[[ Materials provided open ]]
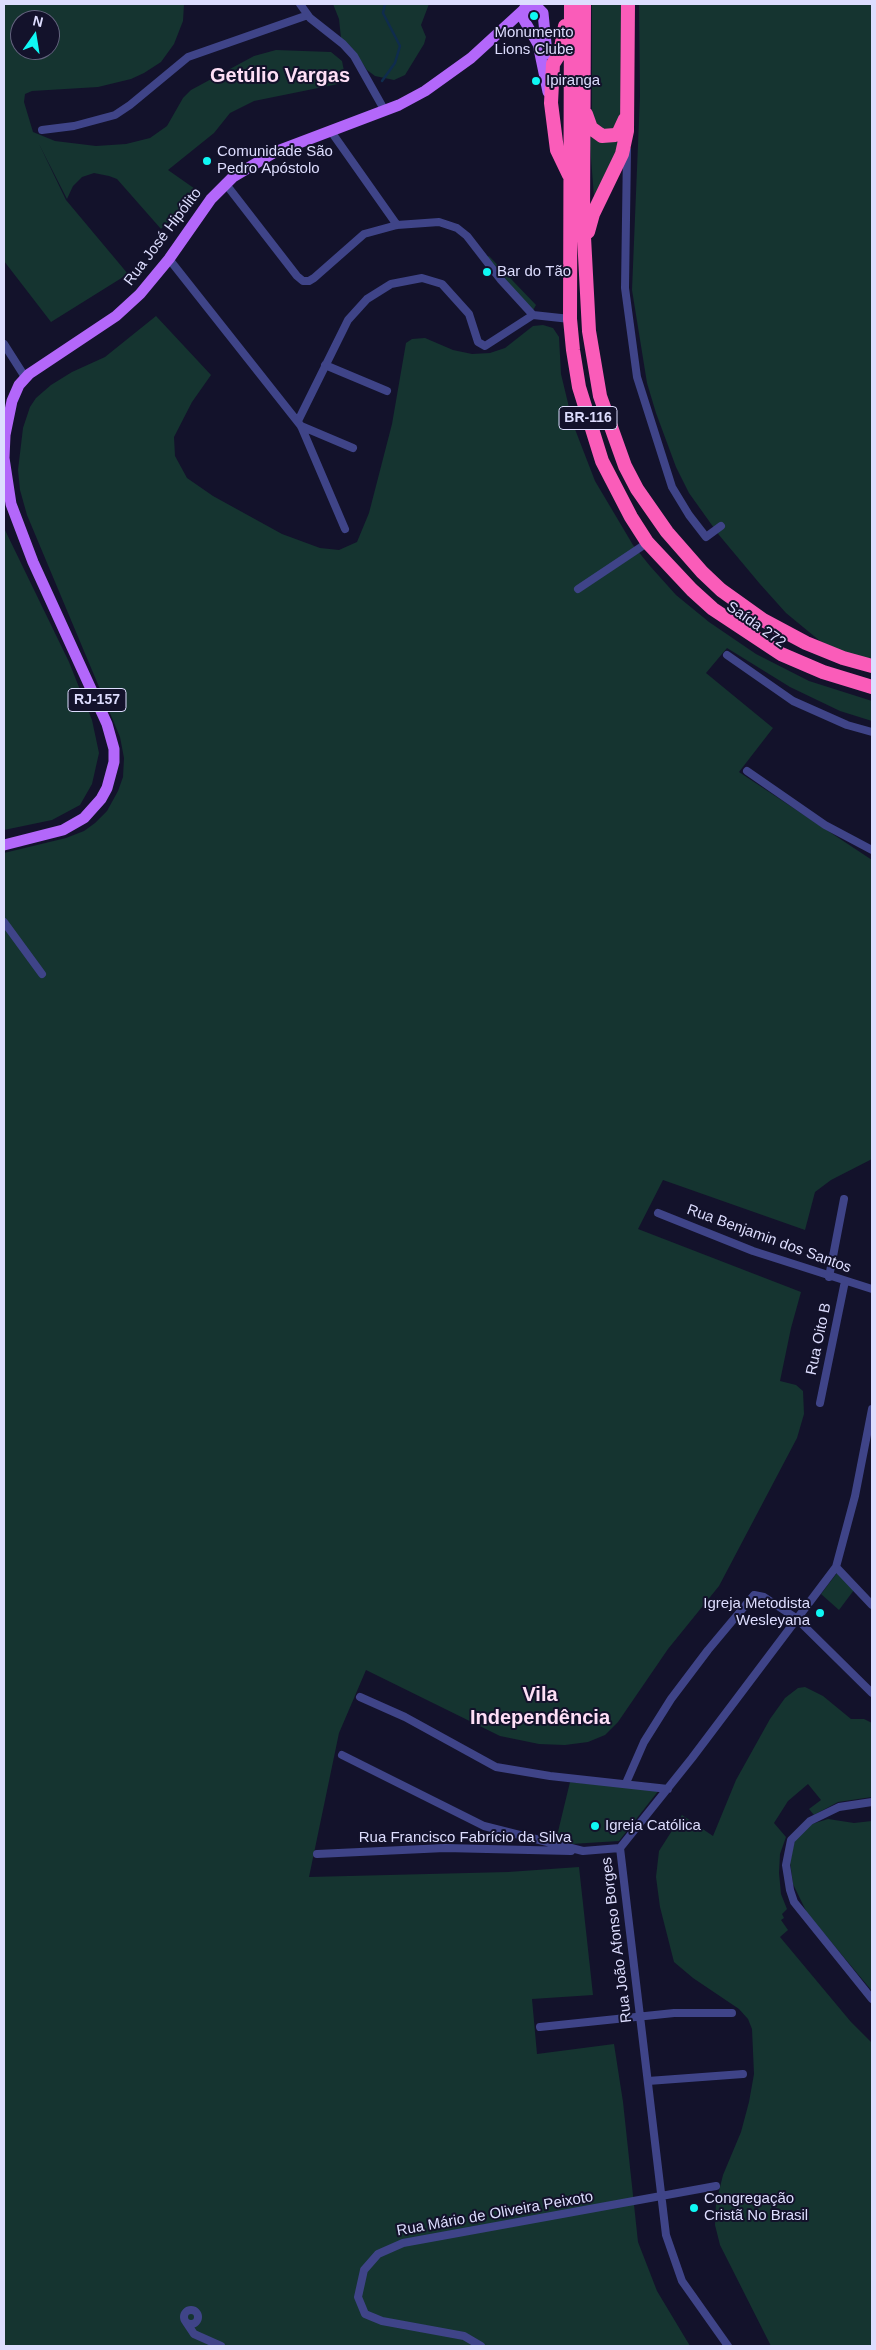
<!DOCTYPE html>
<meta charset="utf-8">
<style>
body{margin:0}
#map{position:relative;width:876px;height:2350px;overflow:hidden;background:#13122b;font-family:Helvetica,sans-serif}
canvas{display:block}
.frame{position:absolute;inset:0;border:5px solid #ddddfe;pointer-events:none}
.north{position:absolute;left:10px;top:10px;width:50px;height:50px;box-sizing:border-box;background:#13122b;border:1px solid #64637f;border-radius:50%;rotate:13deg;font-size:14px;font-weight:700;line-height:20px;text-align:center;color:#ddddfe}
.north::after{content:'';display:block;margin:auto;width:18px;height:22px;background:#0ff7f4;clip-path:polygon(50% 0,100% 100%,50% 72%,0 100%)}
</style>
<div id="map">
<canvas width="876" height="2350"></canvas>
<div class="frame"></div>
<div class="north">N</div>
</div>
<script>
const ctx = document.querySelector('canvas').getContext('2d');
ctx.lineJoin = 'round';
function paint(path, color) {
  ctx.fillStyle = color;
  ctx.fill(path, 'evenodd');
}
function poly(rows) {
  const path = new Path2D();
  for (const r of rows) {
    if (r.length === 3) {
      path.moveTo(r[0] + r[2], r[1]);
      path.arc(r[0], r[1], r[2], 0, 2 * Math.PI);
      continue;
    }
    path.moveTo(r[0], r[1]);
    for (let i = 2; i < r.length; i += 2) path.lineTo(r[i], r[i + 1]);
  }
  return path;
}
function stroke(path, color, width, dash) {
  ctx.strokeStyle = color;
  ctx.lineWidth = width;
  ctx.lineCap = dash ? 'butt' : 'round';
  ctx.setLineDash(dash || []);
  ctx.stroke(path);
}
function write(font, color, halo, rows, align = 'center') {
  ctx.font = font + ' Helvetica,sans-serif';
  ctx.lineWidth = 4;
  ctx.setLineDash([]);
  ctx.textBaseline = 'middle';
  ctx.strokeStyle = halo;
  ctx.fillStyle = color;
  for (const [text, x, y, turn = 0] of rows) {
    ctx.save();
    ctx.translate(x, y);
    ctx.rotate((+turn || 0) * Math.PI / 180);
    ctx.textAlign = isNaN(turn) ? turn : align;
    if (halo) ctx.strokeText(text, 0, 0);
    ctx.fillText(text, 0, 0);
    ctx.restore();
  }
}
const green = poly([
 [4,4,184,4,183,21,174,44,161,62,144,73,131,79,98,87,32,91,25,94,24,102,33,132,55,141,96,146,126,144,150,138,167,126,183,98,191,90,254,56,276,50,331,52,342,61,345,76,338,84,254,101,230,113,214,133,168,170,198,191,161,229,117,179,109,176,94,173,82,177,73,186,67,199,39,144,66,200,128,274,51,322,4,261],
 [20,20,50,20,50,50,20,50],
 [333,4,429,4,421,25,426,37,424,44,405,75,394,80,375,76,367,70,353,49,341,38,339,19],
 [592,4,623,4,623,111,616,129,599,130,592,114],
 [639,4,872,4,872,663,842,652,820,641,786,613,760,584,719,535,689,493,676,467,656,413,647,383,632,290,640,96],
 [589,132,606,142,619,141,615,155,594,197],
 [489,256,536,305,531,314,484,259],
 [156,316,211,375,192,402,174,437,175,456,187,478,213,496,282,534,320,548,339,550,357,542,369,513,392,424,406,343,412,339,425,338,453,350,472,354,490,353,505,348,533,326,543,325,553,328,559,337,561,374,573,424,595,481,633,545,650,566,676,595,709,622,756,654,809,681,872,701,872,721,840,711,790,687,727,648,706,673,773,728,739,772,872,860,872,1159,831,1180,815,1192,805,1230,663,1180,638,1229,801,1292,791,1328,780,1381,796,1385,803,1391,804,1414,797,1438,719,1586,668,1649,618,1722,605,1735,588,1742,565,1745,539,1744,500,1736,366,1670,339,1733,309,1877,508,1872,579,1867,593,1995,532,1999,537,2054,614,2044,623,2102,638,2242,657,2291,690,2346,4,2346,4,853,66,838,84,831,95,823,107,811,118,791,123,777,124,758,120,737,27,515,20,490,18,470,23,428,30,407,36,398,51,385,72,372,105,357],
 [4,528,69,662,92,720,99,753,92,784,80,805,52,820,4,830],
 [837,1573,854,1590,839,1610,821,1594],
 [805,1687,823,1696,851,1719,864,1719,872,1723,872,1797,838,1802,814,1815,809,1809,821,1800,808,1784,788,1801,774,1823,786,1837,780,1854,779,1873,781,1894,787,1909,782,1914,784,1918,781,1920,788,1930,780,1937,851,2022,872,2043,872,2346,771,2346,720,2245,715,2225,716,2203,723,2175,741,2132,749,2102,754,2074,752,2029,748,2019,739,2009,693,1978,674,1962,660,1907,656,1877,659,1851,682,1815,713,1836,736,1780,770,1719,785,1698,798,1688],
 [570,1782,659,1790,619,1841,571,1844,556,1840],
 [828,1819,854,1823,872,1821,872,1991,807,1913,793,1884,790,1862,795,1839,812,1824]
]);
const stream = poly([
 [382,81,395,63,400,46,383,13,385,4]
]);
const minor = poly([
 [300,4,310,18,343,44,354,56,385,111],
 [42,130,74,126,115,115,130,105,188,57,308,15],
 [330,130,397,225],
 [627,150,625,288,637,377,672,487,689,515,706,537,721,526],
 [225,183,297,276,303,281,309,281,314,278,364,234,397,225,439,222,457,228,467,236,501,280,533,315],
 [169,259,301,426,345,529],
 [4,344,25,377],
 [325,365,387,391],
 [298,421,348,320,367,299,391,284,422,278,442,284,469,314,478,342,485,346,533,315,570,319],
 [301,426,353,448],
 [578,589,644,545],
 [727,655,793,701,847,725,872,732],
 [747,771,825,825,872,850],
 [4,922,42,974],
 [658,1213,753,1251,872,1289],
 [829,1277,844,1199],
 [820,1403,845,1281],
 [836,1567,872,1605],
 [360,1697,405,1717,496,1767,550,1776,668,1789],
 [342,1755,484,1826,583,1851,620,1848],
 [626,1783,644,1742,671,1699,708,1650,754,1595,764,1597,796,1618,872,1693],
 [872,1802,839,1807,810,1821,791,1840,786,1865,790,1890,794,1902,872,1999],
 [317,1854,445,1848,571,1851],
 [540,2027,674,2013,732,2013],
 [648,2081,743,2074],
 [191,2317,7],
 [186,2322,194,2334,221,2346],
 [481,2346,464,2336,382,2321,365,2314,358,2297,364,2270,378,2254,403,2243,716,2186],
 [728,2346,682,2281,666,2235,620,1848,692,1758,836,1567,855,1496,872,1409]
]);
const primary = poly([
 [527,6,536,6,543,13,547,54],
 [524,9,524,20,538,44,548,92],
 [4,845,63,830,84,818,101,799,107,788,114,762,114,749,107,724,33,562,11,504,4,458,5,435,12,401,19,385,29,374,116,316,140,294,169,259,211,199,233,177,275,152,399,105,425,91,471,58,530,4]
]);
const motorway = poly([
 [571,4,570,319,573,350,579,387,602,461,631,517,647,542,692,590,713,609,781,654,823,672,872,687],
 [584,4,583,218,589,331,600,396,625,466,637,489,667,532,702,572,721,590,763,620,806,643,843,658,872,666],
 [565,26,560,53,553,64,551,103,557,150,569,175],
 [586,114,591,128,602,136,615,135,619,132,625,119],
 [588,232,593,214,622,154,627,131,628,4]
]);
const markers = [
 [534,16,5,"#0ff7f4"],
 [536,81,5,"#0ff7f4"],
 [207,161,5,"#0ff7f4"],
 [487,272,5,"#0ff7f4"],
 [820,1613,5,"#0ff7f4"],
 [595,1826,5,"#0ff7f4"],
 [694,2208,5,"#0ff7f4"]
];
const shields = [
 [588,418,58],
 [97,700,58]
];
const shieldNames = [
 ["BR-116",588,418],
 ["RJ-157",97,700]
];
const poiNames = [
 ["Monumento",534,33,"center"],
 ["Lions Clube",534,50,"center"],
 ["Ipiranga",546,81],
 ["Comunidade São",217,152],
 ["Pedro Apóstolo",217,169],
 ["Bar do Tão",497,272],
 ["Igreja Metodista",810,1604,"right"],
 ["Wesleyana",810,1621,"right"],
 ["Igreja Católica",605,1826],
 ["Congregação",704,2199],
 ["Cristã No Brasil",704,2216]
];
const streetNames = [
 ["Rua José Hipólito",163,237,-53],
 ["Saída 272",756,625,35],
 ["Rua Benjamin dos Santos",769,1239,20],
 ["Rua Oito B",819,1339,-78],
 ["Rua Francisco Fabrício da Silva",465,1838],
 ["Rua João Afonso Borges",617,1940,-97],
 ["Rua Mário de Oliveira Peixoto",495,2214,-10]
];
const districtNames = [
 ["Getúlio Vargas",280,76],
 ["Vila",540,1695],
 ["Independência",540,1718]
];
paint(green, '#153430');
stroke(stream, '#0f2c4d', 2.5);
stroke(minor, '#3f4488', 8);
stroke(primary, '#b367fa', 11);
stroke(motorway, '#fa5cb9', 14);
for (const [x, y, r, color] of markers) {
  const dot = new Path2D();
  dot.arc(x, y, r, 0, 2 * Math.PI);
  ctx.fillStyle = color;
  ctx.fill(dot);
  stroke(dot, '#13122b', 2);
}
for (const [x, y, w] of shields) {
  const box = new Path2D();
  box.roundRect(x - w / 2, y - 11.5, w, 23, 4);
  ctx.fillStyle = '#13122b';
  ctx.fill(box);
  stroke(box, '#ddddfe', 1);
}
write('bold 14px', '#ddddfe', null, shieldNames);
write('15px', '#ddddfe', '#13122b', poiNames, 'left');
write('15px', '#ddddfe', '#13122b', streetNames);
write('bold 20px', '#fedff6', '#13122b', districtNames);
</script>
[[ Materials provided closed ]]
> [Work instruction]
Above are the records; report each line in them that includes the word "length".

> [Response to the exercise]
    if (r.length === 3) {
    for (let i = 2; i < r.length; i += 2) path.lineTo(r[i], r[i + 1]);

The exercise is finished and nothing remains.